Monday, October 25, 2010

WE'VE NEGLECTED MENTAL HEALTH — CHIEF BANDANA (PAGE 19, OCT 23, 2010)

THE President of the Ghana Medical Assistants Association (GMAA), Chief Imoro Bandana, has described mental health as the most neglected area of the health care system.
Chief Bandana said entities in the health delivery system had not shown any enthusiasm in mental health and that professionals in the system had the propensity to shun that speciality for various reasons including unattractive service conditions as well as stigma.
Speaking at the opening session of the 8th annual general meeting of the GMAA, Chief Bandana said as health professionals were calling on the public to desist from stigmatising mental illness, health assistants should themselves preach the concept of destigmatisation of mental health in terms of policy directives, interest, practice and political will.
The meeting is on the theme: “Mental health in the primary healthcare setting — The role of the medical assistant”.
He stressed the need to make the speciality more attractive to health professionals while policy directives should be made more friendly to the development of psychiatry.
He said while there were plans to turn most post-basic programmes in allied health fields into degree programmes, not much was heard about the intended degree programme for the medical assistant.
According to Chief Bandana, even the psychiatry programme for medical assistants which was initially intended as a degree programme had also not materialised.
He called for a regulatory body to prescribe standard of practice, training and professional development criteria for the group.
He further called for a downward review of the all-inclusive tariffs to ensure effective health care delivery in the rural areas.
The Deputy Director of the Central Regional Ghana Health Service, Nana Owusu Boampong, said without medical assistants, most rural communities would have been denied health services and that the mental health bill when passed would address the problem of mental health and issues affecting medical assistants.
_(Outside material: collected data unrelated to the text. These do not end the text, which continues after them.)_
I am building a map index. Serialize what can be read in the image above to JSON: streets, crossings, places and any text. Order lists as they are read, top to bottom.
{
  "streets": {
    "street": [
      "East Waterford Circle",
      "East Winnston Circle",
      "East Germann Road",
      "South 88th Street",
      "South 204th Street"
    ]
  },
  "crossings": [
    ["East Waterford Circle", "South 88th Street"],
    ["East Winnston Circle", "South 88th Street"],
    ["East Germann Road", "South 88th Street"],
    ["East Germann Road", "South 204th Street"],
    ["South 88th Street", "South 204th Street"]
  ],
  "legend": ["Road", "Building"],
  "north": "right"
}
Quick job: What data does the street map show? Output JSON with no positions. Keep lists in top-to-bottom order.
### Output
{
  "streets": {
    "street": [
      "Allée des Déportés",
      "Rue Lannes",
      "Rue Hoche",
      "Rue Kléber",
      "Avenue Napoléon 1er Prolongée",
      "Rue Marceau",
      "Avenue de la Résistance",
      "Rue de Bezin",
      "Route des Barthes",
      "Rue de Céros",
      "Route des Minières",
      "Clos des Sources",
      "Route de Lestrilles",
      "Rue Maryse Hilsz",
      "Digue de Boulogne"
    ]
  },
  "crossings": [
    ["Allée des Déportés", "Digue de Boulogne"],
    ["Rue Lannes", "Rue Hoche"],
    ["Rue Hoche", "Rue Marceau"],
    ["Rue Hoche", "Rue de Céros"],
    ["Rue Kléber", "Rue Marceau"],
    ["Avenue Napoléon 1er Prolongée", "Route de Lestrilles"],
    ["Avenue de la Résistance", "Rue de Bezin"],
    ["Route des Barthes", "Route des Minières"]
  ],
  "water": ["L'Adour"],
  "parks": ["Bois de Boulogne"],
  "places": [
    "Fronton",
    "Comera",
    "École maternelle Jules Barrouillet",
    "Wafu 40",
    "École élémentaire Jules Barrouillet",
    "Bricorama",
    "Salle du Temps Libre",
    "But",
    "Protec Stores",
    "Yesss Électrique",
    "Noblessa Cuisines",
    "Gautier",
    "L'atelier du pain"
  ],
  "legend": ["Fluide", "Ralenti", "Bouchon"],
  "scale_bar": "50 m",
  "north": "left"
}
The Human Resource Manager of the Ghana Health Service, Dr Appiah-Denkyira, said the Ghana Health Service was working out plans to assist medical assistants to offer quality health services to the people.
The Central Regional Minister, Mrs Ama Benyiwa-Doe, in a speech read on her behalf by Mr Patrick Aniagyei, an Aide at the Central Regional Co-ordinating Council, called for concerted efforts to curb mental health challenges in the system.
The Chief Psychiatrist, Dr Akwasi Osei, said psychiatry should be integrated into the general hospitals to enable medical assistants to handle simple mental cases.